Task objective -> Whenever the word "linecap" turns up in a line of the data below, copy that line.

Task material ->

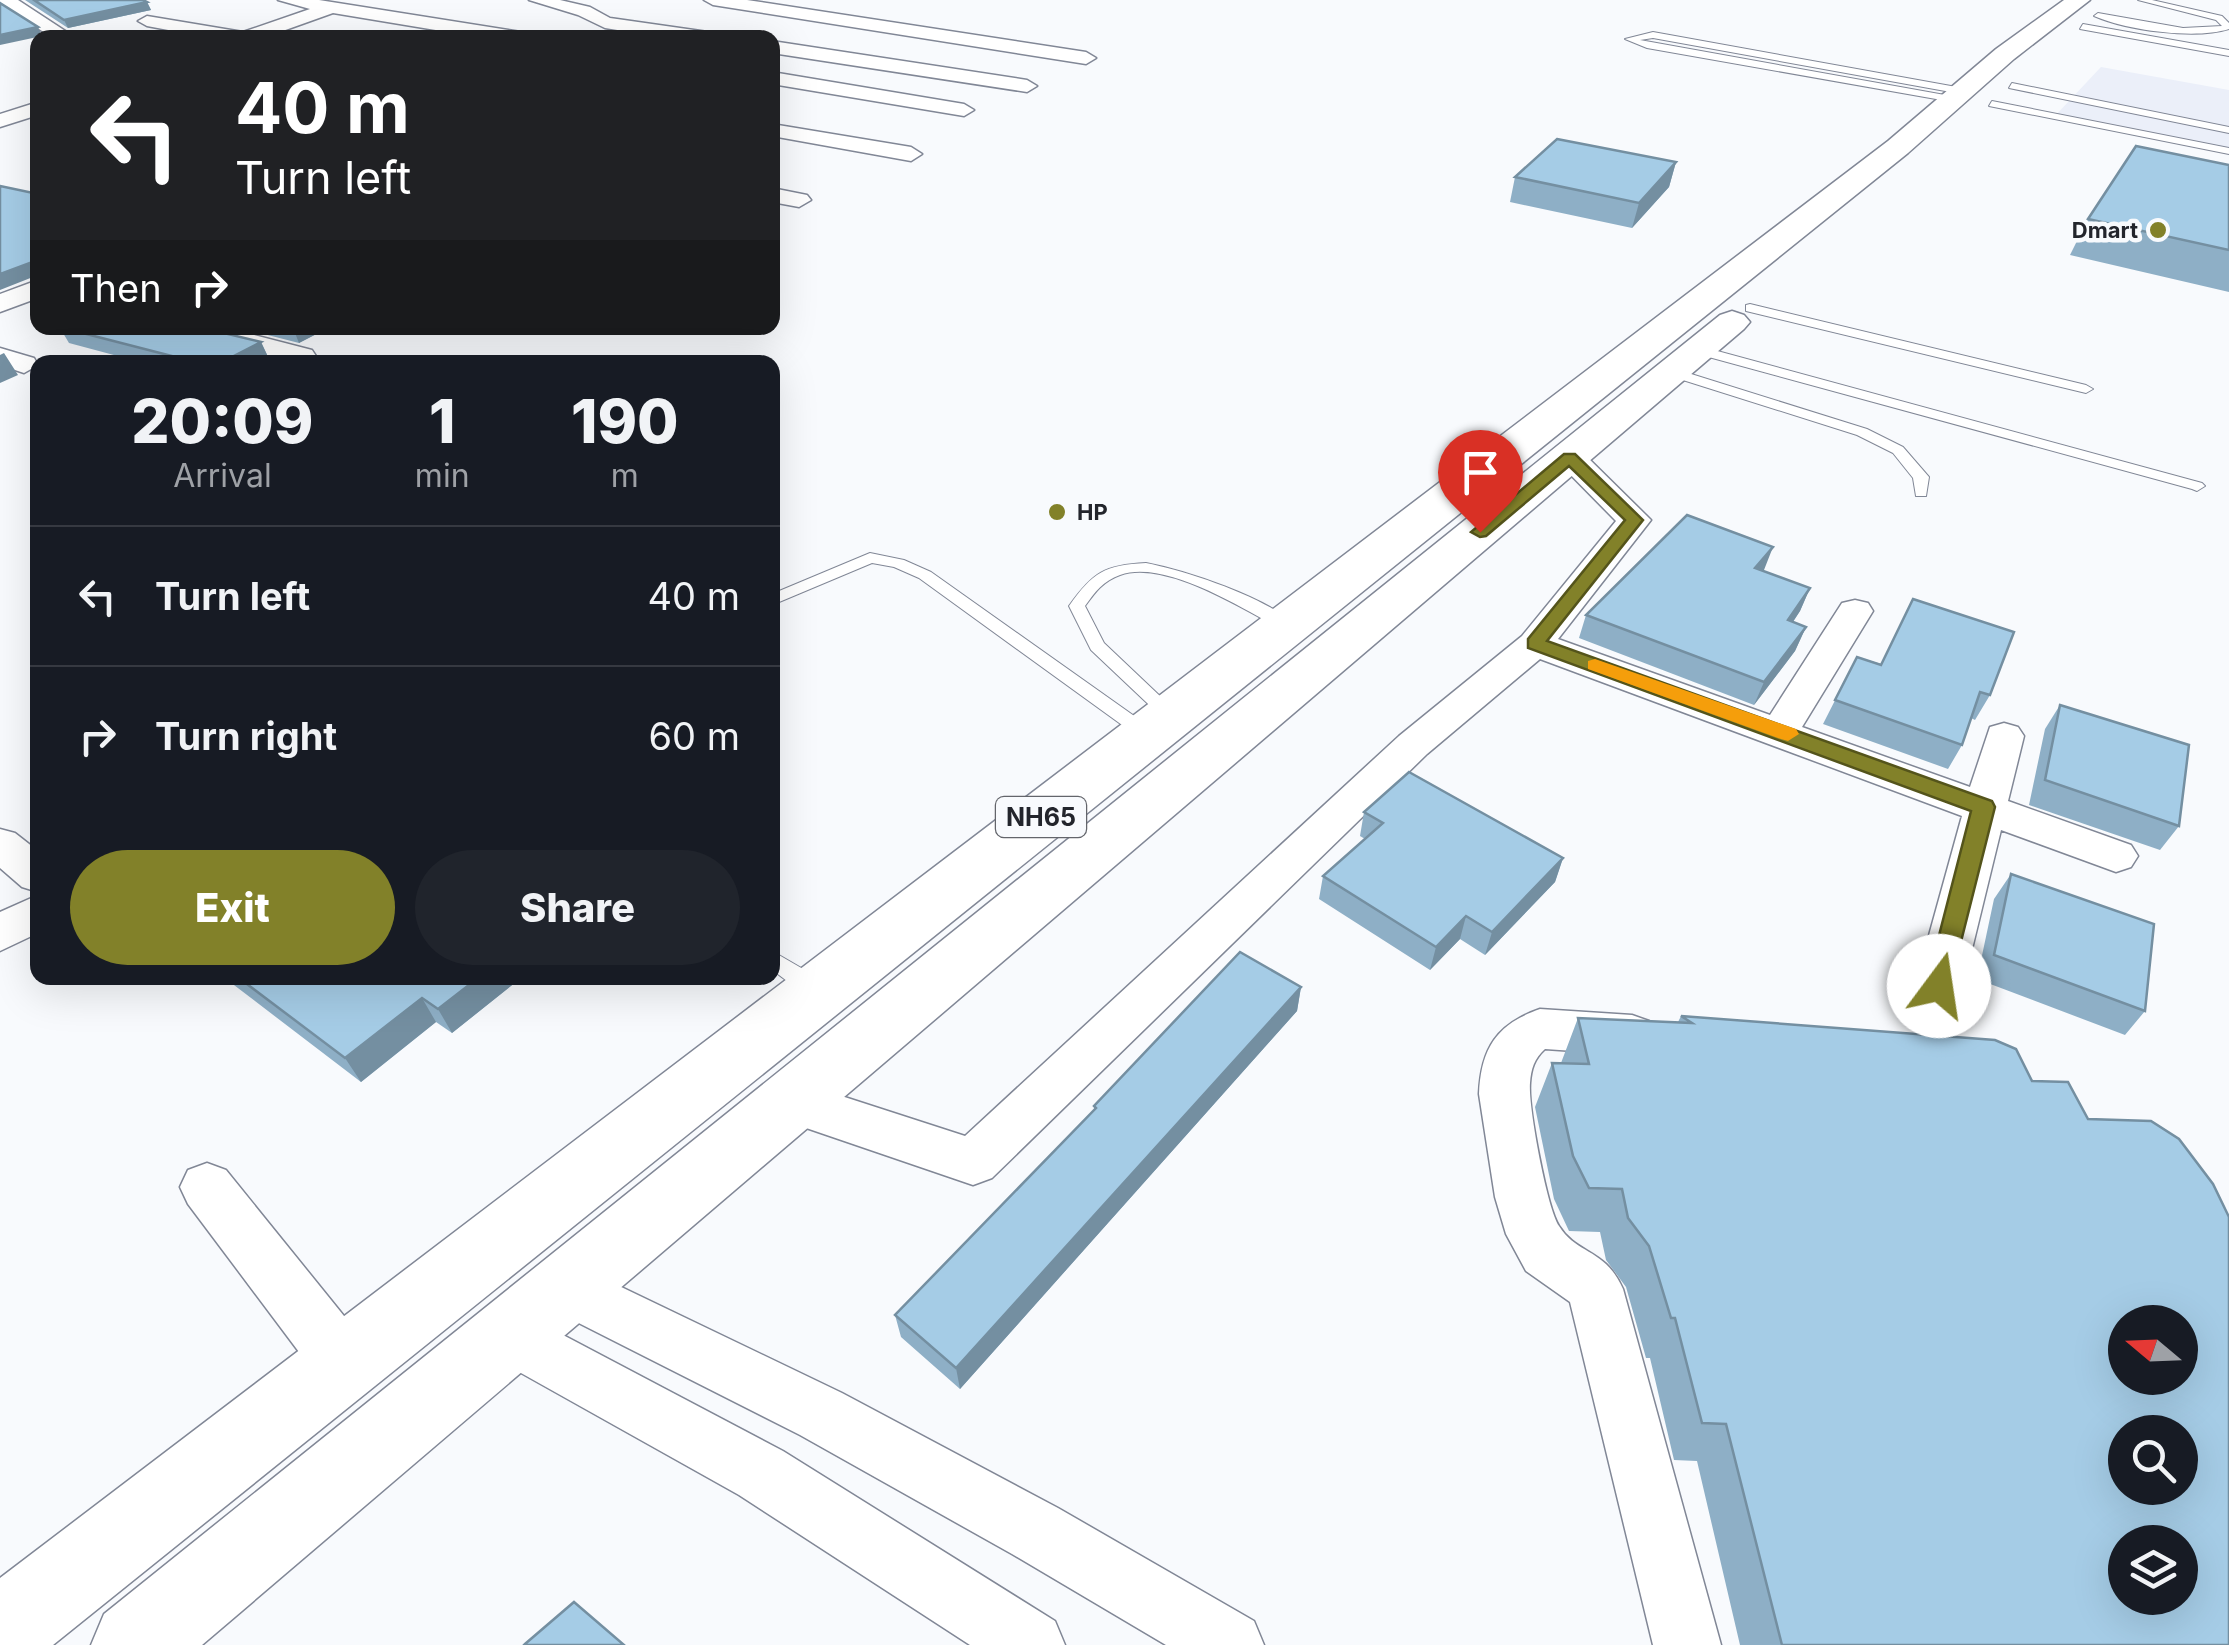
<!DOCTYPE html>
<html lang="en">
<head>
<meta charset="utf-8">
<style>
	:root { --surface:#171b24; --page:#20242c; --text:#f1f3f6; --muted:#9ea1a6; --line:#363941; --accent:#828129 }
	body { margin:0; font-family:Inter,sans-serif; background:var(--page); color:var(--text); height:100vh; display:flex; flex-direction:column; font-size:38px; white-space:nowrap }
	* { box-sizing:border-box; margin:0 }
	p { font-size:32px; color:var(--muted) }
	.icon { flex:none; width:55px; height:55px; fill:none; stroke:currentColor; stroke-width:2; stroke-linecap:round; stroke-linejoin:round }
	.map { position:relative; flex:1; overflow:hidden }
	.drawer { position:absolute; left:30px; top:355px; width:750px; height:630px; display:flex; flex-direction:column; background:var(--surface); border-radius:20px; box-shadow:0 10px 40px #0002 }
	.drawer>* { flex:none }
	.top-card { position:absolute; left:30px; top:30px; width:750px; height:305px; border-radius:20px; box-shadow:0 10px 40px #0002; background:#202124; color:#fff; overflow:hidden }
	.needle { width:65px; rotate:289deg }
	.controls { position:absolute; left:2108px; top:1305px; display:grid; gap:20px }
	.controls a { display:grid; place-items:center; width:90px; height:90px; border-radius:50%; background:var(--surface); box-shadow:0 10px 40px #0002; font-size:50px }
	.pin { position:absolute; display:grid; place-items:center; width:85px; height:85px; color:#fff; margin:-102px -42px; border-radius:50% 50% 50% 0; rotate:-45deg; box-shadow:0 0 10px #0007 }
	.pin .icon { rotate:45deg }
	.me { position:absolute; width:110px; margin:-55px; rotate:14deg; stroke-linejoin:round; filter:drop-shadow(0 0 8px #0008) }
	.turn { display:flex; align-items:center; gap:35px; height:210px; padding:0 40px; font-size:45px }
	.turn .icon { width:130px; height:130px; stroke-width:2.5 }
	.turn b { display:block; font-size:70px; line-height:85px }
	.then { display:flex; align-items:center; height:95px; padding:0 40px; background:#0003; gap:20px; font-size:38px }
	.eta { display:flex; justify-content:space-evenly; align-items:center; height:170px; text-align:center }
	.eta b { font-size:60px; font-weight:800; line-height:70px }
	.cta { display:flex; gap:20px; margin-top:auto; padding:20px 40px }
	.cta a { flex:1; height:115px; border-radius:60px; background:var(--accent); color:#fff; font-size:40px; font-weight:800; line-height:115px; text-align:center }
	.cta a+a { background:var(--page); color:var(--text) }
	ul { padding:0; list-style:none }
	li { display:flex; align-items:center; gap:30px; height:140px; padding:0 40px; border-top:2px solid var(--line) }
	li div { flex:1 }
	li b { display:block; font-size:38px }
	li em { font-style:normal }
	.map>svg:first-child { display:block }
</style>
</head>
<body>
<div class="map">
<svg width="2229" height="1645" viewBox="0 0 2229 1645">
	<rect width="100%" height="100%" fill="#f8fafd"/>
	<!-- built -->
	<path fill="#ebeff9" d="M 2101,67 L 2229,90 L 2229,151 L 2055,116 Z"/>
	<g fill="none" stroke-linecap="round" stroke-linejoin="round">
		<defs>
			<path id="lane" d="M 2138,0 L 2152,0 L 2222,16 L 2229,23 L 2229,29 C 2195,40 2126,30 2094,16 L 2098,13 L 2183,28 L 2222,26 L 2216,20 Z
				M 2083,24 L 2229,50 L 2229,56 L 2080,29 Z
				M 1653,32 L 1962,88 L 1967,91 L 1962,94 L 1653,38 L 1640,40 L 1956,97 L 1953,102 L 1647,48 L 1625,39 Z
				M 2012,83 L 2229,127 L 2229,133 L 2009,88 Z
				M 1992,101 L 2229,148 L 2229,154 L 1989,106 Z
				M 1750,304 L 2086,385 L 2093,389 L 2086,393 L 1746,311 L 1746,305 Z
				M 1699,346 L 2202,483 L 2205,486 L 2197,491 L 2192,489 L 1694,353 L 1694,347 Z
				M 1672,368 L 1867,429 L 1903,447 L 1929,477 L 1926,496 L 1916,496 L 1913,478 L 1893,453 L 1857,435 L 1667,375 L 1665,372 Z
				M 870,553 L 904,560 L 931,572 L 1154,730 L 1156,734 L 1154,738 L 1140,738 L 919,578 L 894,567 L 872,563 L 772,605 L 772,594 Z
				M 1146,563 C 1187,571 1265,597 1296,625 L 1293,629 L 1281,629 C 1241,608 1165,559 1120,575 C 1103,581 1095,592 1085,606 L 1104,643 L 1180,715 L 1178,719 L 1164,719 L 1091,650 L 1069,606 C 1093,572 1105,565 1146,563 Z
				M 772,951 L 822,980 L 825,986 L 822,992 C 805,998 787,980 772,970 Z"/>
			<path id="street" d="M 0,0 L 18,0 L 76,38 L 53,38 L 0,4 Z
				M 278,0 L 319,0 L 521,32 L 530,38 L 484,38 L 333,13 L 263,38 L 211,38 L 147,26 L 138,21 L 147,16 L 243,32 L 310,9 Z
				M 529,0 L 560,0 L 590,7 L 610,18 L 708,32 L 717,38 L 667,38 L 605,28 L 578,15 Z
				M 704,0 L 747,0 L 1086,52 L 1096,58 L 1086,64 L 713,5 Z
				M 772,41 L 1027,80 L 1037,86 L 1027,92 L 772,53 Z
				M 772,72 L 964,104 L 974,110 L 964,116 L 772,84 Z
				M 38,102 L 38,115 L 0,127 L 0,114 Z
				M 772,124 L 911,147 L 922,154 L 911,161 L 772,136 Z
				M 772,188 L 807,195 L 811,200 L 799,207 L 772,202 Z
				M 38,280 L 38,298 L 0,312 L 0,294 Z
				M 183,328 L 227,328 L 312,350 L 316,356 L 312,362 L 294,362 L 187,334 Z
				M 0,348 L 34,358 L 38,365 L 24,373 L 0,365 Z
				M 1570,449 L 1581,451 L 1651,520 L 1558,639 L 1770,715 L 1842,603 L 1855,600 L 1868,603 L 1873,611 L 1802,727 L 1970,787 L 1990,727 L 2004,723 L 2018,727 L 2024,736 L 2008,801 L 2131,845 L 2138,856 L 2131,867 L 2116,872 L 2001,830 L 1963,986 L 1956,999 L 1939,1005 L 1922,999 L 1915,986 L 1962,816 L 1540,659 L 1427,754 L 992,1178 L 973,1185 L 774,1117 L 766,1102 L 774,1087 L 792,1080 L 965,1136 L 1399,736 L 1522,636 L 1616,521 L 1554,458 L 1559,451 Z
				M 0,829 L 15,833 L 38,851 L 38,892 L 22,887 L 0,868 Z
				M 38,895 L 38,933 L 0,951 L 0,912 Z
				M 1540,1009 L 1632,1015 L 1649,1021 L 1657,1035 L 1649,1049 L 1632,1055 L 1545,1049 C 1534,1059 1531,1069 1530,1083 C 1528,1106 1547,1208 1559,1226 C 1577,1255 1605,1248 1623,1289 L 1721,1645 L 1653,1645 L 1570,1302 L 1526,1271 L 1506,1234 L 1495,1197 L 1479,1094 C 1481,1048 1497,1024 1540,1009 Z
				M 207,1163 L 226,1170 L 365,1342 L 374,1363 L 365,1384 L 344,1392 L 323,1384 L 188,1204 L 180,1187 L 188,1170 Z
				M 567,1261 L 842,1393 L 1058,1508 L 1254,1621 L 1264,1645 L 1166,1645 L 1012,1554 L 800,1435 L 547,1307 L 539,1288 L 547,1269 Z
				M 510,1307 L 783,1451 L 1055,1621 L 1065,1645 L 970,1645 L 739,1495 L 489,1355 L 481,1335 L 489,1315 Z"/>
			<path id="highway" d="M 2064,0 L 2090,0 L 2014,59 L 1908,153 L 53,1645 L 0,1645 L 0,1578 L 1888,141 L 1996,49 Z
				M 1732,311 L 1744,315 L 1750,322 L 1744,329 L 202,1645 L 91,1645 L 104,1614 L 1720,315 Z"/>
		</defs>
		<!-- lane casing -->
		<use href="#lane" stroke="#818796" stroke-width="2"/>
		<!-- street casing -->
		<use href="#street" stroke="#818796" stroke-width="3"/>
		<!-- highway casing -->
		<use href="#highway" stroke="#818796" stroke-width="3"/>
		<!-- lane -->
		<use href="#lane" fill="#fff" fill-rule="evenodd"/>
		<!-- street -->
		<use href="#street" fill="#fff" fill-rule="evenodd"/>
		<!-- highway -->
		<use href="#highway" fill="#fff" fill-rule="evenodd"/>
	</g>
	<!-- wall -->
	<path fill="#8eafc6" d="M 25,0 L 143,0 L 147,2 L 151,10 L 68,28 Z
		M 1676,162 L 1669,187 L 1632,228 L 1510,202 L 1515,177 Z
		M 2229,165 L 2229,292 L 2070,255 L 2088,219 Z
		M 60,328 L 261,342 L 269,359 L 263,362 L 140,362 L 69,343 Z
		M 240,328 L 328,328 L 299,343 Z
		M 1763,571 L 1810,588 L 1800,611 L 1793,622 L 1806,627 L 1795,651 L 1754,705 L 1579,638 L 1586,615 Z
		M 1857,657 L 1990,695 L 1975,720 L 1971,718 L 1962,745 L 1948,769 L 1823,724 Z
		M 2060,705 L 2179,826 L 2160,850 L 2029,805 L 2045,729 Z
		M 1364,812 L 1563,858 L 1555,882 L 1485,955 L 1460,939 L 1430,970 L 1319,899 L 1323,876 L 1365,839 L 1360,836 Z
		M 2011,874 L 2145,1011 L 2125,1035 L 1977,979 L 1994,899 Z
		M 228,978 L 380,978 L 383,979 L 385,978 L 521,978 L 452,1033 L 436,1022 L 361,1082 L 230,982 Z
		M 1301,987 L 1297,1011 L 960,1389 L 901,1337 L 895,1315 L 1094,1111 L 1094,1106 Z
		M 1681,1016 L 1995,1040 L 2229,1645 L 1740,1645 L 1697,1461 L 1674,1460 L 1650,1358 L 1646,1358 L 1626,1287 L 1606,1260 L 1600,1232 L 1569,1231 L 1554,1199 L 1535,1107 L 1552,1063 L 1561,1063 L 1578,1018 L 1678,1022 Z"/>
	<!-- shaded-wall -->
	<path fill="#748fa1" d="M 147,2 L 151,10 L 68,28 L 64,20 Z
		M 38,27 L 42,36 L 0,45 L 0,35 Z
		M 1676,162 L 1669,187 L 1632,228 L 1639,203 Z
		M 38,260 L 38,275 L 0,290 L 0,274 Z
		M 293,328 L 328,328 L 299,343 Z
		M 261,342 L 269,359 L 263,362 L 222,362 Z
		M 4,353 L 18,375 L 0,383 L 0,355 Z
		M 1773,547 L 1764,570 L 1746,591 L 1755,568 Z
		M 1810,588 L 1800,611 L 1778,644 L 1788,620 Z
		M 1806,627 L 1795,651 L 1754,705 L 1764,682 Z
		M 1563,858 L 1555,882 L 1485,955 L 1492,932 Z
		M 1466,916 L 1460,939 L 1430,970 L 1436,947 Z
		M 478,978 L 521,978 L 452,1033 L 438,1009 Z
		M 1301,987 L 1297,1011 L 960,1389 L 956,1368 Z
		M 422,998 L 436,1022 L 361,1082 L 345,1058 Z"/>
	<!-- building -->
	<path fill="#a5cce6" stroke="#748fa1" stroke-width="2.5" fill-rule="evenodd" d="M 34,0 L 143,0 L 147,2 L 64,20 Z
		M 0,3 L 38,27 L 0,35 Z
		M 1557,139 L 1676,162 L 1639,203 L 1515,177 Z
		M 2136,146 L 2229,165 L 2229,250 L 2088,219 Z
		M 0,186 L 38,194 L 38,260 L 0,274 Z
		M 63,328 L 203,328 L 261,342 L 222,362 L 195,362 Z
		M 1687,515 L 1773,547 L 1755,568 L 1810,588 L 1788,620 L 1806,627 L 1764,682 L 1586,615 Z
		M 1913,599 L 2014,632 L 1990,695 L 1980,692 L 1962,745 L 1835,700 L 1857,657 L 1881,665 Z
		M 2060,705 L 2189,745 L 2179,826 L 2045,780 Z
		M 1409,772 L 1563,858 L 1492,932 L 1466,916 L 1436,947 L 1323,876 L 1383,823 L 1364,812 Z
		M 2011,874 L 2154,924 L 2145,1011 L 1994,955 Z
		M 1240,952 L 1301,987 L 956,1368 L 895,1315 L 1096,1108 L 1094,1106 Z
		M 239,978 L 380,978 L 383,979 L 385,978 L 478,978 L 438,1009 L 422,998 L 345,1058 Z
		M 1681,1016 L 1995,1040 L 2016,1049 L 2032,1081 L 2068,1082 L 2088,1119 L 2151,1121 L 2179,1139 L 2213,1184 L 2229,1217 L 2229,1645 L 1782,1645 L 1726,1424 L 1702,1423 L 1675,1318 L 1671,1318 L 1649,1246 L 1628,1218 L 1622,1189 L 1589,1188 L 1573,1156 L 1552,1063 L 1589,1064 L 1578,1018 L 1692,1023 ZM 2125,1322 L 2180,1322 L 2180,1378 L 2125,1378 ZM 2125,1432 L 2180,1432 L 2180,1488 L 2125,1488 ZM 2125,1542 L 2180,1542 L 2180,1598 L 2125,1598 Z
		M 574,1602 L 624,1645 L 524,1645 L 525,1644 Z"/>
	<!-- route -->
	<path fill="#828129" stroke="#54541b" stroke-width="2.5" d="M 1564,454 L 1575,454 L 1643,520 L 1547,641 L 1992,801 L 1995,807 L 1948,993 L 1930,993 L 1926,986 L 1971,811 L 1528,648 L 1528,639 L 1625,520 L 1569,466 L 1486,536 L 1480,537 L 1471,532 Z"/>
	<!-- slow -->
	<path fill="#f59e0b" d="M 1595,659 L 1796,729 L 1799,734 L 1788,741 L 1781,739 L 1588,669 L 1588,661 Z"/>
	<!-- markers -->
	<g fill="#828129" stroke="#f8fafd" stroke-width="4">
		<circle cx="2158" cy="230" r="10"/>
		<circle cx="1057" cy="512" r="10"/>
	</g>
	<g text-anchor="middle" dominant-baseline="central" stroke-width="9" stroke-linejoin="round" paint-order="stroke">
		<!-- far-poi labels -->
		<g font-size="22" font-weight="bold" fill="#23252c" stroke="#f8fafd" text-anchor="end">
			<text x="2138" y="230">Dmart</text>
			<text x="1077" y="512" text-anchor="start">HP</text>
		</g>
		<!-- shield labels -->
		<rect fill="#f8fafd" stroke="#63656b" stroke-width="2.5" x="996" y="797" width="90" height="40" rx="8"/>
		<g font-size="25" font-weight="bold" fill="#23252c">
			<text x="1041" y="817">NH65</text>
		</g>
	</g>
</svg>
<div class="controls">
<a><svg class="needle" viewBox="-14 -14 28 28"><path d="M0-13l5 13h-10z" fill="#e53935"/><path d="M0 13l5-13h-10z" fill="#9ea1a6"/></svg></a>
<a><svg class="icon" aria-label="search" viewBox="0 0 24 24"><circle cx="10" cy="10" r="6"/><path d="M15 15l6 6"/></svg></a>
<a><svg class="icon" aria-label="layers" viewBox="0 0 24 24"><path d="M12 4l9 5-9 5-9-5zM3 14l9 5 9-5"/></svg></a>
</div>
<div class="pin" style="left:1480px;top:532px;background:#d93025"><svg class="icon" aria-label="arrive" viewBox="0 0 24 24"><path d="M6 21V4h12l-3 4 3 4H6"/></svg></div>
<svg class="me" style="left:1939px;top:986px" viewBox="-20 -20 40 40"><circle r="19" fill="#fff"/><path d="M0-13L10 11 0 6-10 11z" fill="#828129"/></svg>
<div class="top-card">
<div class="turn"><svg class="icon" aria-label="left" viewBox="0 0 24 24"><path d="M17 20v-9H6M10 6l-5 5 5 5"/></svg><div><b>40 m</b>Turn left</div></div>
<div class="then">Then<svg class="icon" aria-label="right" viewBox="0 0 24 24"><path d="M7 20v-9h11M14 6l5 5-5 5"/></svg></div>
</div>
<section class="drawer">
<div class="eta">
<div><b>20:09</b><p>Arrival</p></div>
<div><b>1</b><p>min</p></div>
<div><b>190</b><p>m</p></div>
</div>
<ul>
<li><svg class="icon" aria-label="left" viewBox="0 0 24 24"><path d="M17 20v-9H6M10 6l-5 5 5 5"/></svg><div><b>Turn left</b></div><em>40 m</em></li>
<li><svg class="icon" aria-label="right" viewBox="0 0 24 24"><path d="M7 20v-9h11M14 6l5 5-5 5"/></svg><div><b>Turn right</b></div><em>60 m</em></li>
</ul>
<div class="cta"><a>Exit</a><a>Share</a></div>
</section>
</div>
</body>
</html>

Solution for this task ->
	.icon { flex:none; width:55px; height:55px; fill:none; stroke:currentColor; stroke-width:2; stroke-linecap:round; stroke-linejoin:round }
	<g fill="none" stroke-linecap="round" stroke-linejoin="round">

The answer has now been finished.